YOUR ASSIGNMENT:
All entries below are to be reproduced exactly.
>>
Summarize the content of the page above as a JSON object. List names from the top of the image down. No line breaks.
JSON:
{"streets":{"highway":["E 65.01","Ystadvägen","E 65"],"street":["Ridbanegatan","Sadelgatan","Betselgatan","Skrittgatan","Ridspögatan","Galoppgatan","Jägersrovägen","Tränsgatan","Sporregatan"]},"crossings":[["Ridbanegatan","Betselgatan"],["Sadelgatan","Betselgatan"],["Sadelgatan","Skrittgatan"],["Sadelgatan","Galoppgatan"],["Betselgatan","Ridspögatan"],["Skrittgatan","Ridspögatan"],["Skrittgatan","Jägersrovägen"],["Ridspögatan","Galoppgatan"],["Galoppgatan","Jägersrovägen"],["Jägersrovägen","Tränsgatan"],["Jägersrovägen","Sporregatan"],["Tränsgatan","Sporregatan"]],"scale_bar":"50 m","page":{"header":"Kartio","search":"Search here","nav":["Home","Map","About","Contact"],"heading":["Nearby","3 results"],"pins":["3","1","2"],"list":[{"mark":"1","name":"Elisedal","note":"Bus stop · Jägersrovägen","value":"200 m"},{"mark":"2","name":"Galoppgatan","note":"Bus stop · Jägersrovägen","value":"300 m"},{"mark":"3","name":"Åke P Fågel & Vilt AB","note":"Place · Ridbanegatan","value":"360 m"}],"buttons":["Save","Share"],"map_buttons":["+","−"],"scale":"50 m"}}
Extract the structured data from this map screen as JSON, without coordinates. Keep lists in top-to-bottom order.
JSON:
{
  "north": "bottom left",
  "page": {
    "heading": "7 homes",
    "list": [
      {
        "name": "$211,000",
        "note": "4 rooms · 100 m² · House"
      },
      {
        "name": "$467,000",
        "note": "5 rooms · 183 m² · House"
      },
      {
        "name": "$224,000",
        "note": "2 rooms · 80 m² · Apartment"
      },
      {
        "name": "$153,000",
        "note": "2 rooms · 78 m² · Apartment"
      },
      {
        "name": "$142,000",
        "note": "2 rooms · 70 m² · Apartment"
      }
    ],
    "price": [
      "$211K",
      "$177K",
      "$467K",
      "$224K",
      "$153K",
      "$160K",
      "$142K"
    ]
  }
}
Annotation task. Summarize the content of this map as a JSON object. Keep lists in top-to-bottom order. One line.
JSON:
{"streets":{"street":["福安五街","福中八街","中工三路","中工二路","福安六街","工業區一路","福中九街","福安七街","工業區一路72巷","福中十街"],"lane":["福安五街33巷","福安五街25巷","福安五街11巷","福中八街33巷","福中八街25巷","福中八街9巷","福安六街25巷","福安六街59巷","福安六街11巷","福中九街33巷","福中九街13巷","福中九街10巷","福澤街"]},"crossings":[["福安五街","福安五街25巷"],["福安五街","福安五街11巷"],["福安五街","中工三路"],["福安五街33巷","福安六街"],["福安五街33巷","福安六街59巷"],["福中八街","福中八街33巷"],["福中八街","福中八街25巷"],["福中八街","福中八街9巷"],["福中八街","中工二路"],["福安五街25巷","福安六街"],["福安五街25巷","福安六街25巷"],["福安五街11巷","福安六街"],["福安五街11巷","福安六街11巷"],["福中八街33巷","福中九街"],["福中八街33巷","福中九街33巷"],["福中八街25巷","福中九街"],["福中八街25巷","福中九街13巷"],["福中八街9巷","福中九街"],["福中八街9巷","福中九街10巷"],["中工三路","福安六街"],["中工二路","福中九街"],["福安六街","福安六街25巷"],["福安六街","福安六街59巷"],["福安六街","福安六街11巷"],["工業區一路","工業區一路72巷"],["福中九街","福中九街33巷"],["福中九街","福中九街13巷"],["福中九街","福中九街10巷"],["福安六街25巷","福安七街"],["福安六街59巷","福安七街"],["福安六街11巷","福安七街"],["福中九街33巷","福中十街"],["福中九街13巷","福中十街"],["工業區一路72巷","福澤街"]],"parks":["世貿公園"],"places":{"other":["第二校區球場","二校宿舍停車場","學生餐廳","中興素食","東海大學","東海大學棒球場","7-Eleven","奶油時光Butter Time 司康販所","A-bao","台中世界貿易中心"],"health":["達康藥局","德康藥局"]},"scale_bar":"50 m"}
<<
EXPECTED OUTPUT:
Summarize the content of the page above as a JSON object. List names from the top of the image down. No line breaks.
JSON:
{"streets":{"highway":["E 65.01","Ystadvägen","E 65"],"street":["Ridbanegatan","Sadelgatan","Betselgatan","Skrittgatan","Ridspögatan","Galoppgatan","Jägersrovägen","Tränsgatan","Sporregatan"]},"crossings":[["Ridbanegatan","Betselgatan"],["Sadelgatan","Betselgatan"],["Sadelgatan","Skrittgatan"],["Sadelgatan","Galoppgatan"],["Betselgatan","Ridspögatan"],["Skrittgatan","Ridspögatan"],["Skrittgatan","Jägersrovägen"],["Ridspögatan","Galoppgatan"],["Galoppgatan","Jägersrovägen"],["Jägersrovägen","Tränsgatan"],["Jägersrovägen","Sporregatan"],["Tränsgatan","Sporregatan"]],"scale_bar":"50 m","page":{"header":"Kartio","search":"Search here","nav":["Home","Map","About","Contact"],"heading":["Nearby","3 results"],"pins":["3","1","2"],"list":[{"mark":"1","name":"Elisedal","note":"Bus stop · Jägersrovägen","value":"200 m"},{"mark":"2","name":"Galoppgatan","note":"Bus stop · Jägersrovägen","value":"300 m"},{"mark":"3","name":"Åke P Fågel & Vilt AB","note":"Place · Ridbanegatan","value":"360 m"}],"buttons":["Save","Share"],"map_buttons":["+","−"],"scale":"50 m"}}
Extract the structured data from this map screen as JSON, without coordinates. Keep lists in top-to-bottom order.
JSON:
{
  "north": "bottom left",
  "page": {
    "heading": "7 homes",
    "list": [
      {
        "name": "$211,000",
        "note": "4 rooms · 100 m² · House"
      },
      {
        "name": "$467,000",
        "note": "5 rooms · 183 m² · House"
      },
      {
        "name": "$224,000",
        "note": "2 rooms · 80 m² · Apartment"
      },
      {
        "name": "$153,000",
        "note": "2 rooms · 78 m² · Apartment"
      },
      {
        "name": "$142,000",
        "note": "2 rooms · 70 m² · Apartment"
      }
    ],
    "price": [
      "$211K",
      "$177K",
      "$467K",
      "$224K",
      "$153K",
      "$160K",
      "$142K"
    ]
  }
}
Annotation task. Summarize the content of this map as a JSON object. Keep lists in top-to-bottom order. One line.
JSON:
{"streets":{"street":["福安五街","福中八街","中工三路","中工二路","福安六街","工業區一路","福中九街","福安七街","工業區一路72巷","福中十街"],"lane":["福安五街33巷","福安五街25巷","福安五街11巷","福中八街33巷","福中八街25巷","福中八街9巷","福安六街25巷","福安六街59巷","福安六街11巷","福中九街33巷","福中九街13巷","福中九街10巷","福澤街"]},"crossings":[["福安五街","福安五街25巷"],["福安五街","福安五街11巷"],["福安五街","中工三路"],["福安五街33巷","福安六街"],["福安五街33巷","福安六街59巷"],["福中八街","福中八街33巷"],["福中八街","福中八街25巷"],["福中八街","福中八街9巷"],["福中八街","中工二路"],["福安五街25巷","福安六街"],["福安五街25巷","福安六街25巷"],["福安五街11巷","福安六街"],["福安五街11巷","福安六街11巷"],["福中八街33巷","福中九街"],["福中八街33巷","福中九街33巷"],["福中八街25巷","福中九街"],["福中八街25巷","福中九街13巷"],["福中八街9巷","福中九街"],["福中八街9巷","福中九街10巷"],["中工三路","福安六街"],["中工二路","福中九街"],["福安六街","福安六街25巷"],["福安六街","福安六街59巷"],["福安六街","福安六街11巷"],["工業區一路","工業區一路72巷"],["福中九街","福中九街33巷"],["福中九街","福中九街13巷"],["福中九街","福中九街10巷"],["福安六街25巷","福安七街"],["福安六街59巷","福安七街"],["福安六街11巷","福安七街"],["福中九街33巷","福中十街"],["福中九街13巷","福中十街"],["工業區一路72巷","福澤街"]],"parks":["世貿公園"],"places":{"other":["第二校區球場","二校宿舍停車場","學生餐廳","中興素食","東海大學","東海大學棒球場","7-Eleven","奶油時光Butter Time 司康販所","A-bao","台中世界貿易中心"],"health":["達康藥局","德康藥局"]},"scale_bar":"50 m"}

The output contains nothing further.